Suppression of the PRC1 interactor KIF4 improves the mitotic cell fate when Cdk1 activity is compromised.
(A) The ATPase activity of KIF4 is required for the RO-3306–induced cellular toxicity. Reconstitution of KIF4 knockdown U2OS cells with either WT, a phosphorylation-mutant, or an ATPase-dead KIF4 cDNA (KIF4WT, KIF4A/A, or KIF4md, respectively). (B) Western blot analysis of protein lysates corresponding to the cell lines shown in (A). shKIF4 3′UTR targets endogenous KIF4. (C) KIF4 knockout cells are resistant to Cdk1 inhibition. U2OS WT or KIF4 knockout cell clones treated with increasing concentrations of RO-3306 were examined by colony formation assay. KO, knockout. (D) U2OS WT and KIF4 KO clones were characterized by Western blot analysis.
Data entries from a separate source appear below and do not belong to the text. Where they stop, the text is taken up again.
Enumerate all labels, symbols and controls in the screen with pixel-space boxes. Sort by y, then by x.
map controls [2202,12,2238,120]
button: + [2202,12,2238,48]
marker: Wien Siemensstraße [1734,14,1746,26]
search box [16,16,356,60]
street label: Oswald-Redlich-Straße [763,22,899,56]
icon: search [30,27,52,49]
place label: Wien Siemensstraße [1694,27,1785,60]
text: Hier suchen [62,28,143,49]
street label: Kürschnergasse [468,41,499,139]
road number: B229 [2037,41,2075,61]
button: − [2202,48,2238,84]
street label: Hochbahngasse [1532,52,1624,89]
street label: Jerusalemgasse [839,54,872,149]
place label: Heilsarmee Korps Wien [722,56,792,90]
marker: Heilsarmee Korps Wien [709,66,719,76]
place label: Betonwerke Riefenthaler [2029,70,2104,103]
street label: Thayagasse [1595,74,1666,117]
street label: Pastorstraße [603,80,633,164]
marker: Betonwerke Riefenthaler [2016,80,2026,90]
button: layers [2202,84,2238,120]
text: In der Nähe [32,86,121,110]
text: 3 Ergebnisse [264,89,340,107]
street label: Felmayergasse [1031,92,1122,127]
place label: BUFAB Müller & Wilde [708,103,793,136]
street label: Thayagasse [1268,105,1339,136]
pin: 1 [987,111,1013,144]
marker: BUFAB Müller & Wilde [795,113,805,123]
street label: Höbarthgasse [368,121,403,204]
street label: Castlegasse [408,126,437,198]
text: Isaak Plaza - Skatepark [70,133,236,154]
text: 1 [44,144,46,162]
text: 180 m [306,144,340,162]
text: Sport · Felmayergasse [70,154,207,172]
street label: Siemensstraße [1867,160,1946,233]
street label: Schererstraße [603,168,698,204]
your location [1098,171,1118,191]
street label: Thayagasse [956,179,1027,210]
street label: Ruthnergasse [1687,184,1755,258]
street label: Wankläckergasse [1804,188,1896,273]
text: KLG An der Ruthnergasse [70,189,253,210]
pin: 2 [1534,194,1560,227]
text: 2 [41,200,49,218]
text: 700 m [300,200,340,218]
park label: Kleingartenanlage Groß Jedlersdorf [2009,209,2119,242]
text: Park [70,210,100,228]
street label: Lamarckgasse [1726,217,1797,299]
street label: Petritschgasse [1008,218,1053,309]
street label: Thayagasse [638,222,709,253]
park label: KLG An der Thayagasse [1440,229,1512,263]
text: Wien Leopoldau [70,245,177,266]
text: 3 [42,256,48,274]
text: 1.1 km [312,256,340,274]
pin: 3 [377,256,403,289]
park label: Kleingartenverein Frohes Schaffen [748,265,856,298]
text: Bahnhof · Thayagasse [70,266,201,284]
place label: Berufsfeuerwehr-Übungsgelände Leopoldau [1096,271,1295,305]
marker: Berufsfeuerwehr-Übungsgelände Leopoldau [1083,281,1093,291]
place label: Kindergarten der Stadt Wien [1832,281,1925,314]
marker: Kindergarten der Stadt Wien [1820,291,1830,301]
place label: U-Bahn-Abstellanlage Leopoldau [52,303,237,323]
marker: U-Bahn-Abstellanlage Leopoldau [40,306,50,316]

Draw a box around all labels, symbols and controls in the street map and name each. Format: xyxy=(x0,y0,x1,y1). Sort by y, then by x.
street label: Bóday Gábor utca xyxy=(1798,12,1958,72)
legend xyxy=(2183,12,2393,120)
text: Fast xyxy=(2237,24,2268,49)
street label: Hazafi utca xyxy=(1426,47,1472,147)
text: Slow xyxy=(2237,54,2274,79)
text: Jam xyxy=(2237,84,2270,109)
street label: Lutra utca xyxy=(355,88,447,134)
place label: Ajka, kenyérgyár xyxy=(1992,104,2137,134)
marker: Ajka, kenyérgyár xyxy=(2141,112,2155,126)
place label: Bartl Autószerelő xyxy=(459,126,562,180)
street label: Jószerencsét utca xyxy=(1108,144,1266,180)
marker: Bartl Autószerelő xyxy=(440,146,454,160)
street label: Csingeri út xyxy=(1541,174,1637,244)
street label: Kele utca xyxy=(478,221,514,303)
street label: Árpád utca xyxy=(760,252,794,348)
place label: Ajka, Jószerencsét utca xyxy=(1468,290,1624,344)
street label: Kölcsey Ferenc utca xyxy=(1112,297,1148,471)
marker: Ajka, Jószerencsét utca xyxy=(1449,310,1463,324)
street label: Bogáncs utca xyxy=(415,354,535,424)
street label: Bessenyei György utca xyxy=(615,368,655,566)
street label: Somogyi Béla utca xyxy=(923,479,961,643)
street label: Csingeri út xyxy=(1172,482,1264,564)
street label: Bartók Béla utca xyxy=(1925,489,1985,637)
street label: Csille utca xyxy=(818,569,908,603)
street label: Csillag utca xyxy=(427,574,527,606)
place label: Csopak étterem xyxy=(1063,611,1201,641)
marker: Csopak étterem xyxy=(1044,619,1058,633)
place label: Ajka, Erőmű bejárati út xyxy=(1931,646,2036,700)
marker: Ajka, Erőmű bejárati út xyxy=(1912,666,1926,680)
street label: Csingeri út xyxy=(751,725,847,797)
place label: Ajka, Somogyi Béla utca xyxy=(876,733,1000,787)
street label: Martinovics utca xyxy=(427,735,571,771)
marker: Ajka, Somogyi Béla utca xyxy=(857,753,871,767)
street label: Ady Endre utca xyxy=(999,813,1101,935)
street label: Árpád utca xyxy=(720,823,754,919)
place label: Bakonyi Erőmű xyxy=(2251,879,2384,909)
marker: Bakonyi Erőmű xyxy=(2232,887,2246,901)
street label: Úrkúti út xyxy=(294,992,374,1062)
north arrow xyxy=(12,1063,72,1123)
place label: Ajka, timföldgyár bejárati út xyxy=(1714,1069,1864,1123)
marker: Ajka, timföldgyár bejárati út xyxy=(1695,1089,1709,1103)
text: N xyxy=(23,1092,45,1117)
Cell lysates correspond to the colony formation assay in (C). (E) KIF4 KO cells restore chromosome alignment in mitosis when Cdk1 activity is compromised. U2OS WT, KIF4 KO clone 16 and KIF4 KO clone 16 reconstituted with GFP-KIF4WT were treated with or without 3 μM RO-3306 for 16 hours and MG132 for two hours to allow cells to arrest in metaphase. Subsequently, cells were fixed and the alignment status was determined by immunofluorescence. (Mean ± s.e.m, n = 3, at least 50 cells/experiment; n.s., not significant; **p < 0.005, Student’s t test). (F) U2OS cells stably expressing H2B-GFP and mCherry-α-Tubulin were imaged by DIC and fluorescence microscopy, 48 hours after transfection with indicated siRNAs. Scale bar, 10 μm. (G) Verification of the KIF4 depletion judged by Western blot analysis. (H) KIF4 depletion rescues the mitotic delay upon compromised Cdk1 activity. Cells shown in (F) were followed 48 hours after transfection with indicated siRNAs. Mitosis is plotted from NEB until anaphase. (Mean ± s.e.m, n = 3, 50 cells/experiment; ****p < 0.0001, Student’s t test). (I) KIF4 knockdown rescues abnormal mitotic exit and chromosome loss when Cdk1 is partially active. Analysis is performed with cells shown in (H). (Mean ± s.e.m, n = 3, 50 cells/experiment; ****p < 0.0001, Student’s t test). Western blots in panels (B,D,G) have been cropped and full-length gels can be viewed in Supplementary Fig. 6.
To study the spindle and chromosome alignment, in further detail, we depleted KIF4 from a stable cell line co-expressing the markers H2B-GFP and mCherry-α-Tubulin. KIF4 depletion resulted in an elongated spindle midzone when compared to control cells, an effect published before35 (Fig. 3F). Western blotting confirmed that KIF4 was not expressed (Fig. 3G). Importantly, KIF4 RNAi shortened the duration of prometaphase in RO-3306 (Fig. 3H; siCTRL, 123.7 ± 4.65 min; siKIF4, 81.7 ± 2.16 min). At the same time, KIF4 depletion reduced the formation of micronucleated cells significantly (Fig. 3I; siCTRL, 66.7 ± 1.76%; siKIF4, 24.7 ± 1.76%). Under untreated conditions, we did not observe any change in the duration of NEB until anaphase, or the amount of micronucleated daughter cell formation when KIF4 was suppressed. These data indicate that PRC1 and KIF4 act in a similar fashion and critically mediate the inhibitory effects of RO-3306 on mitosis. We conclude that, like the suppression of PRC1-1, removal of KIF4 restores chromosome alignment, cell viability and genomic integrity when Cdk1 is inhibited.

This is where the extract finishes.